Luis Jesús Labrador, acuarela |
Don Miguel se acercó hasta la cabecera de la cama y poniendo sus delicadas manos en mi frente me despertó. Al principio no lo reconocí, la áspera luz que entraba por la ventana no me dejaba ver sino un pequeño bulto vestido de oscuro, de facciones suaves y barba blanca. Me incorporé despacio y él hizo un gesto con la cabeza. “Vamos”, dijo muy quedamente. Lo seguí atravesando el salón hasta la cocina. Entramos y cerró despacio la puerta. “¡Chis!”, dijo colocando su dedo en la boca, enseguida añadió “¡mira!”, y me di cuenta de que sobre la encimera había una torre de libros atados con una cuerda basta. En el lomo de todos ellos se leía “Gabriela Mistral”. Me volví para mirarlo y lo interrogué con la expresión. “Sí”, me dijo, “esa mujer me atormenta, no me deja pensar, tienes que librarme de ella y también de este pertinaz animal”. Y fue hasta el armario donde guardo las cazuelas, lo abrió y de él salió un burro blanco y peludo que enseguida identifiqué con Platero. “Tampoco este me deja en paz”, dijo juntando las manos y elevándolas por encima de su cabeza. “¿Y qué quiere que haga con ellos, don Miguel?”, le pregunté más asombrado de mi naturalidad que de su pretensión. “Haz lo que quieras pero quítamelos de encima”, me contestó subiendo el tono de la voz. Con los libros no veía problema alguno, bastaba con enterrarlos en la biblioteca, ponerlos atrás del todo, hundidos entre aquellos que más odiaba: los edulcorados poetas barrocos, los ininteligibles inspectores del solipsismo y los pretenciosos autores de lo inmediato. Pero Platero era un enigma de imposible resolución. Por un instante pensé si bajarlo al garaje y atarlo a una columna, pero imaginé la cara de mis vecinos y desistí. Quise explicárselo a don Miguel que se había sentado y tenía la cabeza hundida entre sus escuetos hombros, pero me acordé del río y de los perros y me dije “seguro que Pepe estará encantado de quedarse con él”. Me acerqué hasta don Miguel y le cuchicheé al oído unas palabras. Levantó la cabeza y dijo “¡Vamos, pues!” Abrí la puerta de la casa con cuidado, no quería despertar a nadie, cogí las llaves del coche y bajamos los tres en el ascensor. Rogué a Dios que me ayudara y apartara de mi camino embarazosos encuentros. Don Miguel sonrió y su rostro se animó. Platero se portó tan dócilmente que hasta cruzó las piernas sentado en el asiento de atrás del coche.
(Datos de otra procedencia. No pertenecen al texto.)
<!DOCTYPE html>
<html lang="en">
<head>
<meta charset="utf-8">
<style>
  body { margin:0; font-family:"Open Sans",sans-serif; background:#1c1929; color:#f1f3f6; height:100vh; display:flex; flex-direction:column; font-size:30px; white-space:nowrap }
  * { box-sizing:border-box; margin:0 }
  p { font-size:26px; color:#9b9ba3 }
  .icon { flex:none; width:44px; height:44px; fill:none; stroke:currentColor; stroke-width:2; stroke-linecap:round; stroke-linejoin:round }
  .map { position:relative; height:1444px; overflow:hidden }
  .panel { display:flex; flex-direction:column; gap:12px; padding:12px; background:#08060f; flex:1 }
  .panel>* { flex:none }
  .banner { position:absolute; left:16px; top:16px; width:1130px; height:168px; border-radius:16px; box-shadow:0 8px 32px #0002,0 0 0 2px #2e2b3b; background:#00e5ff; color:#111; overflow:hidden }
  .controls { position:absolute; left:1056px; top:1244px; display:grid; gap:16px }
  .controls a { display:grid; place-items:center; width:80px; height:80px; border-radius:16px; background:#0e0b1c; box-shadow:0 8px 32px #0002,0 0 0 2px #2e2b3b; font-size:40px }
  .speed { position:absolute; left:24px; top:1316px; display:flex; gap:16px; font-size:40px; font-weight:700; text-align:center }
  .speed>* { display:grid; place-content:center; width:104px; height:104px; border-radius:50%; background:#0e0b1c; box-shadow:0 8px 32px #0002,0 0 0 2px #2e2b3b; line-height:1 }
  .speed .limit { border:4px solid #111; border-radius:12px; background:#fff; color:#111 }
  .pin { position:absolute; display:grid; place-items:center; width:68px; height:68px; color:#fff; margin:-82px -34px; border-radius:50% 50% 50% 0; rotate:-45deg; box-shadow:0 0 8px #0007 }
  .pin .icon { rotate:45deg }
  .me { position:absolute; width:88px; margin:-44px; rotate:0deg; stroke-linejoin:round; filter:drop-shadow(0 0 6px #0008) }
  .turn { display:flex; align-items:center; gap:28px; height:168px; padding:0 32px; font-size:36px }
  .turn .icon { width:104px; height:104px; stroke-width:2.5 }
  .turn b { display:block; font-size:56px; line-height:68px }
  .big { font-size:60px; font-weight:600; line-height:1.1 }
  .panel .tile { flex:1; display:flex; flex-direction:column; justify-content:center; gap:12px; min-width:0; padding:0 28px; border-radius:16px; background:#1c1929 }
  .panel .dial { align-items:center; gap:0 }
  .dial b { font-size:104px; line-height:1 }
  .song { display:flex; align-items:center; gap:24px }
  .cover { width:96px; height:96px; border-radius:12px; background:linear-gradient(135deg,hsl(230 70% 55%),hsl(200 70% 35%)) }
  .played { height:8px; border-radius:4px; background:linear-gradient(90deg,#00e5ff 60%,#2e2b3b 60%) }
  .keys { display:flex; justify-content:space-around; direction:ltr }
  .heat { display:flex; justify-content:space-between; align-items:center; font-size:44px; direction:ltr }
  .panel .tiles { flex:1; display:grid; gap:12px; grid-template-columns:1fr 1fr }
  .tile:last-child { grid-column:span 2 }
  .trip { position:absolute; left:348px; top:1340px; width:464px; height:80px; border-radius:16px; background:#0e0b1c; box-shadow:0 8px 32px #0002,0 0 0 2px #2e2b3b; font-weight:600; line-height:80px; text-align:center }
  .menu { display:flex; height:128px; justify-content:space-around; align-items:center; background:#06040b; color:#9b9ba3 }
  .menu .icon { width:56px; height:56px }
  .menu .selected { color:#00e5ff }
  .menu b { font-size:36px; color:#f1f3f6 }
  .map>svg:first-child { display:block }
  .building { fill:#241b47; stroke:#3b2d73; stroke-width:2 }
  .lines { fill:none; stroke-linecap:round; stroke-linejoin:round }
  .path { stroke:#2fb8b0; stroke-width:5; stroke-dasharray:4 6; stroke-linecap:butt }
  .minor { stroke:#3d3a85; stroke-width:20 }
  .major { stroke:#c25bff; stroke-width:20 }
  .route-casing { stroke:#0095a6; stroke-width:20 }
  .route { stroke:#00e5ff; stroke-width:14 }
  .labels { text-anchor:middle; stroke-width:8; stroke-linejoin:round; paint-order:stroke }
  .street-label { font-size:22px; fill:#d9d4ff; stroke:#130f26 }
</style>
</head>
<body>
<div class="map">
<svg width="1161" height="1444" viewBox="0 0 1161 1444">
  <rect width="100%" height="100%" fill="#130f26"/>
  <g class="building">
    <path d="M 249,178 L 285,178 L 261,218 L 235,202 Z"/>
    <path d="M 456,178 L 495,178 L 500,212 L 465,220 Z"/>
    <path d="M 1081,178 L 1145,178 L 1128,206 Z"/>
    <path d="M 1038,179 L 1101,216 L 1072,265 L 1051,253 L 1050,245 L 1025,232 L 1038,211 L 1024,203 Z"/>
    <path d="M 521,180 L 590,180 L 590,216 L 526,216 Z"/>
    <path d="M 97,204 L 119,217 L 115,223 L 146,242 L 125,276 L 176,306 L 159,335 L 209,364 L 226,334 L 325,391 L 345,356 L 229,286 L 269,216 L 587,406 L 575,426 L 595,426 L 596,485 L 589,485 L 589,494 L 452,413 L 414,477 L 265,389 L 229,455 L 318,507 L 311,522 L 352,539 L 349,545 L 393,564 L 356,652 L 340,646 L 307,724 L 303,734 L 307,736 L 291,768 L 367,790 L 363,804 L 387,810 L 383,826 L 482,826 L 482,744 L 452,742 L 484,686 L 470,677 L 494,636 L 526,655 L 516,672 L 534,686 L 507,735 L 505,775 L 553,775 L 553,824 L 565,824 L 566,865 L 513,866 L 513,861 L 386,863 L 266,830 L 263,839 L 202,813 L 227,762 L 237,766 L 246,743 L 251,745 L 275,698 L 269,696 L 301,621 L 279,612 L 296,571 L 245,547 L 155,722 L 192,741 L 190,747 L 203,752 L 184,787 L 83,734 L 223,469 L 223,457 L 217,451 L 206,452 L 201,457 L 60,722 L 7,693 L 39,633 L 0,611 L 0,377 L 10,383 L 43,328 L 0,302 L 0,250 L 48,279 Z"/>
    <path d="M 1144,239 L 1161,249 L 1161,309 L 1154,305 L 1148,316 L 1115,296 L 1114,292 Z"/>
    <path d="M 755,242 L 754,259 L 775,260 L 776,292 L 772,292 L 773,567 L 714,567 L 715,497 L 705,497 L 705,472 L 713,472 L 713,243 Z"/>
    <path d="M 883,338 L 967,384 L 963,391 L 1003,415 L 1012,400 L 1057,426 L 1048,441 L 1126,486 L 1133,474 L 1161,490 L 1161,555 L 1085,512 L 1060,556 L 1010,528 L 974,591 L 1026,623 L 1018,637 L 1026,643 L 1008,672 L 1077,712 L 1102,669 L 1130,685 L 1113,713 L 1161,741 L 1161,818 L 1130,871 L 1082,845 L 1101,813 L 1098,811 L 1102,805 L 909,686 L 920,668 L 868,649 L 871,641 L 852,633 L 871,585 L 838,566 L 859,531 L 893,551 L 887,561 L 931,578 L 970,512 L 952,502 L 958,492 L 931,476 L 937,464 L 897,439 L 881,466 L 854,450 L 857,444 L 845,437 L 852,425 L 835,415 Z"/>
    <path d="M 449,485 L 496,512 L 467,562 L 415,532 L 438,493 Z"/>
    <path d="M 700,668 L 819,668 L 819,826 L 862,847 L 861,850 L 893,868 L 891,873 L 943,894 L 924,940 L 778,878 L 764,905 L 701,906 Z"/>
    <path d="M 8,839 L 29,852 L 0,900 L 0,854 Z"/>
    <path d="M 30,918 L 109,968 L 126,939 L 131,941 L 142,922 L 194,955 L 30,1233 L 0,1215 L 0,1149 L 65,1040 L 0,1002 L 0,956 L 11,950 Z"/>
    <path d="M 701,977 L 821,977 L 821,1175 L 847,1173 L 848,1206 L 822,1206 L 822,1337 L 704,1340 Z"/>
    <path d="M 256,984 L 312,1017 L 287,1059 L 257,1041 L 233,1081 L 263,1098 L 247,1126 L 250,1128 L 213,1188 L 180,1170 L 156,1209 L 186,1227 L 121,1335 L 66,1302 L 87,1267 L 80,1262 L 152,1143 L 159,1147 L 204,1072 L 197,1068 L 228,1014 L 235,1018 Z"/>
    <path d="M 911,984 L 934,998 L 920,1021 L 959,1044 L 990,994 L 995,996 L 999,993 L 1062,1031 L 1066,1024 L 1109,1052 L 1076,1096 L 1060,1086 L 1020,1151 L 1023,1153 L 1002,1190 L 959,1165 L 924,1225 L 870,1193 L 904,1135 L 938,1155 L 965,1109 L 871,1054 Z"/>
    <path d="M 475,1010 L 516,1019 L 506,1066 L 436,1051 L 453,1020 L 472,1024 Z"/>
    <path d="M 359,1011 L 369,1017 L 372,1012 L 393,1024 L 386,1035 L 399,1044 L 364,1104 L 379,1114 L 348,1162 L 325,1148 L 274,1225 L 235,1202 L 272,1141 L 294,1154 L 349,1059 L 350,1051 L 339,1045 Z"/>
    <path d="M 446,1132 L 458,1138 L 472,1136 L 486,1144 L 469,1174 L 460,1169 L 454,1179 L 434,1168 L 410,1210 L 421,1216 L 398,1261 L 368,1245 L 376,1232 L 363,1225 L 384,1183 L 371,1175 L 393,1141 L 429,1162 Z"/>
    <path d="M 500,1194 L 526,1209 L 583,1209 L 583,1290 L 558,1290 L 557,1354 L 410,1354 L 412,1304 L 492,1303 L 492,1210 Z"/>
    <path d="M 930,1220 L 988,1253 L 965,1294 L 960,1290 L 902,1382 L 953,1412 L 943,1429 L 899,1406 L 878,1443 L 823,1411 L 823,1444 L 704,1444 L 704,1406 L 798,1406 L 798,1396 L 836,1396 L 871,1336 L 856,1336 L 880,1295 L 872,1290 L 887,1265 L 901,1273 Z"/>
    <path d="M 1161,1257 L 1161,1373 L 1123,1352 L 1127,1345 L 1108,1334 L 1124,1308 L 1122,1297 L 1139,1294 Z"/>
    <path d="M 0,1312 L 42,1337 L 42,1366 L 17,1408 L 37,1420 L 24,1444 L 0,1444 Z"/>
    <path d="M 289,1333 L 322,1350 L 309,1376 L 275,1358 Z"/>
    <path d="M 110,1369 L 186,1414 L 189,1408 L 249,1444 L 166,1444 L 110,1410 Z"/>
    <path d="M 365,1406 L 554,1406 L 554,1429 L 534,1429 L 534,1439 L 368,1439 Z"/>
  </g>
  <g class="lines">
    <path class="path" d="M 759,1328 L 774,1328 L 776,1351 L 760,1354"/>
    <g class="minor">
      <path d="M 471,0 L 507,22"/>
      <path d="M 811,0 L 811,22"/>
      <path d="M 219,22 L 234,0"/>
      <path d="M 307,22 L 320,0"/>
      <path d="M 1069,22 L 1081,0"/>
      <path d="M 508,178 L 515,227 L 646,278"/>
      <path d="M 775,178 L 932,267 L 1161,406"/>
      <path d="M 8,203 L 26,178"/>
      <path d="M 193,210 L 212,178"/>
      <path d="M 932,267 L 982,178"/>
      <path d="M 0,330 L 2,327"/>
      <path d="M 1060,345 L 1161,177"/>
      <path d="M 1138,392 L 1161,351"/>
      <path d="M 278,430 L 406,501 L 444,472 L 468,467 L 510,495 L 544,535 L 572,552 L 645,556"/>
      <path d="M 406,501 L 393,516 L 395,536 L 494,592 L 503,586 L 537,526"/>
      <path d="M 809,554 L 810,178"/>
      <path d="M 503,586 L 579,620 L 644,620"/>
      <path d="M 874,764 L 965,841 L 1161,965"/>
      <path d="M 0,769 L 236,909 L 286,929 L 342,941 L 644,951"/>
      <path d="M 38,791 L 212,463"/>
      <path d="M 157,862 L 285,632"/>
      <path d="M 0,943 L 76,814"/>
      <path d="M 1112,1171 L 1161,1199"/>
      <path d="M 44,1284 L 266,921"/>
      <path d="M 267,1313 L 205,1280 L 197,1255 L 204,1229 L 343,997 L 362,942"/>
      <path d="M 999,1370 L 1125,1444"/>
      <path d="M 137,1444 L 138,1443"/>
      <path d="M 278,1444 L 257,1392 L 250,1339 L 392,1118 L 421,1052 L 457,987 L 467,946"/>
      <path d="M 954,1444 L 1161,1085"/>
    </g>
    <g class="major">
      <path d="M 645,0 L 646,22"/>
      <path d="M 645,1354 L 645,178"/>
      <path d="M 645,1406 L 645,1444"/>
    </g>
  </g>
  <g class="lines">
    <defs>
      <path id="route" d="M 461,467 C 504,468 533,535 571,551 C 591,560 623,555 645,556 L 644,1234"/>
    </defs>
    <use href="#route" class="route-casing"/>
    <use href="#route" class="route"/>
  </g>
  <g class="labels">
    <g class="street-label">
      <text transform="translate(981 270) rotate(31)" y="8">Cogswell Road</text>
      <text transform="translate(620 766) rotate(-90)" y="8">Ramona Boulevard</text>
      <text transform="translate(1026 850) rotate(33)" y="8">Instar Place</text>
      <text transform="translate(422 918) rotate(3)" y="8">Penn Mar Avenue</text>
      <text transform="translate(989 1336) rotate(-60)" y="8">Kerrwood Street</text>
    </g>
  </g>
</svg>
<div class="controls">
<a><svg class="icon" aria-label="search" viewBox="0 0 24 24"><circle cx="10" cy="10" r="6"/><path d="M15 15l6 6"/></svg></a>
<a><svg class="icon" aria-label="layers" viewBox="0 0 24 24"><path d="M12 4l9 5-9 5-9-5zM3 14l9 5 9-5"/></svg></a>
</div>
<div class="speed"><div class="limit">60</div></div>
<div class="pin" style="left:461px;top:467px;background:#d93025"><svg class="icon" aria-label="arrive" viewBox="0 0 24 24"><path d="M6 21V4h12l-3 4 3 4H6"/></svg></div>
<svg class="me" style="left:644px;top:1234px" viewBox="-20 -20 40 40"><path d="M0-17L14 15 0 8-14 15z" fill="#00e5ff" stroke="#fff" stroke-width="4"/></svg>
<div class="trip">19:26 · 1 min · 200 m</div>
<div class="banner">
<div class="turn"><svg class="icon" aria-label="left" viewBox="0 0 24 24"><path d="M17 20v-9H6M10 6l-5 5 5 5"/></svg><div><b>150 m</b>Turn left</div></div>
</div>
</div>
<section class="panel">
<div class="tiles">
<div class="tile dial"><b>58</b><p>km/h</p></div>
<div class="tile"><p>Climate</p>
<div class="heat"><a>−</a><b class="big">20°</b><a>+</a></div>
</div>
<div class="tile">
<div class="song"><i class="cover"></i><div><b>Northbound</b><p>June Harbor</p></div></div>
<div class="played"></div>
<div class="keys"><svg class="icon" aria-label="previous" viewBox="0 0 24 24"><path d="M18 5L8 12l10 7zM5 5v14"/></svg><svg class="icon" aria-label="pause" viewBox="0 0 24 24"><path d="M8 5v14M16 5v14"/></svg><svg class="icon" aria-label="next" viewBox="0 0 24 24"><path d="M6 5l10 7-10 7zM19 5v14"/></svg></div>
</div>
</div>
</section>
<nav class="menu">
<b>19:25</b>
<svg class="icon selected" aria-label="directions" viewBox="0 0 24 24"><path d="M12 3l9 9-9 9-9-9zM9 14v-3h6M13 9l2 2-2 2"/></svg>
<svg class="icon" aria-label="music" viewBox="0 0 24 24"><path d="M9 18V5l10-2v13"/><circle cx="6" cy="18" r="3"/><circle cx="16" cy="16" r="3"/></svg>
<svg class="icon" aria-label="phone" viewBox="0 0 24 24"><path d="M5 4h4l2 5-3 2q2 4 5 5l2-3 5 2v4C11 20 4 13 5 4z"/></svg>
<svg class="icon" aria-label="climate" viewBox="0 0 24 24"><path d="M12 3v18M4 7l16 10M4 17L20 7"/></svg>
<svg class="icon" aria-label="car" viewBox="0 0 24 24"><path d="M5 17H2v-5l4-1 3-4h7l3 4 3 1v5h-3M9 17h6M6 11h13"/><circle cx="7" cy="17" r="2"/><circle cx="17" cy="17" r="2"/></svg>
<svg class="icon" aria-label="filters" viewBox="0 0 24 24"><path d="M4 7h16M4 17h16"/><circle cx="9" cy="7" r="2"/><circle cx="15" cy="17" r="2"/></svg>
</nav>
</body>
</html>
Al pasar por Olmedo, por un instante temí la presencia de la pareja de la guardia civil en la bifurcación, los miré de reojo con las manos en el volante. Don Miguel los saludó al pasar: “siempre me han gustado las gentes de uniforme”, dijo alzando la mano a este lado de la ventanilla. Llegamos a la casa de Pepe cuando ya amanecía. Lo encontré a la puerta de su verja con la Martina y el Lucas alborotando a su alrededor. Me bajé y le expliqué la situación. “Por don Miguel lo que sea” me dijo. “Mira, yo me voy con estos a dar un paseo, en cuanto veas que estoy en la ribera del río entras y lo dejas en el jardín que luego ya me ocupo yo de él” añadió dándome la mano.
Al salir de Alcarazén vimos a los guardias que volvían y don Miguel repitió el saludo. Dejé el coche afuera pues apenas me quedaba tiempo para llegar al trabajo. Don Miguel se bajó, me abrazó y antes de despedirse dijo: “me voy, tengo prisa, he de llegar a Valverde de Lucerna a tiempo de verlos a todos entrar en la iglesia” Fue entonces cuando me di cuenta de que entre su traje negro sobresalía un alzacuellos blanco.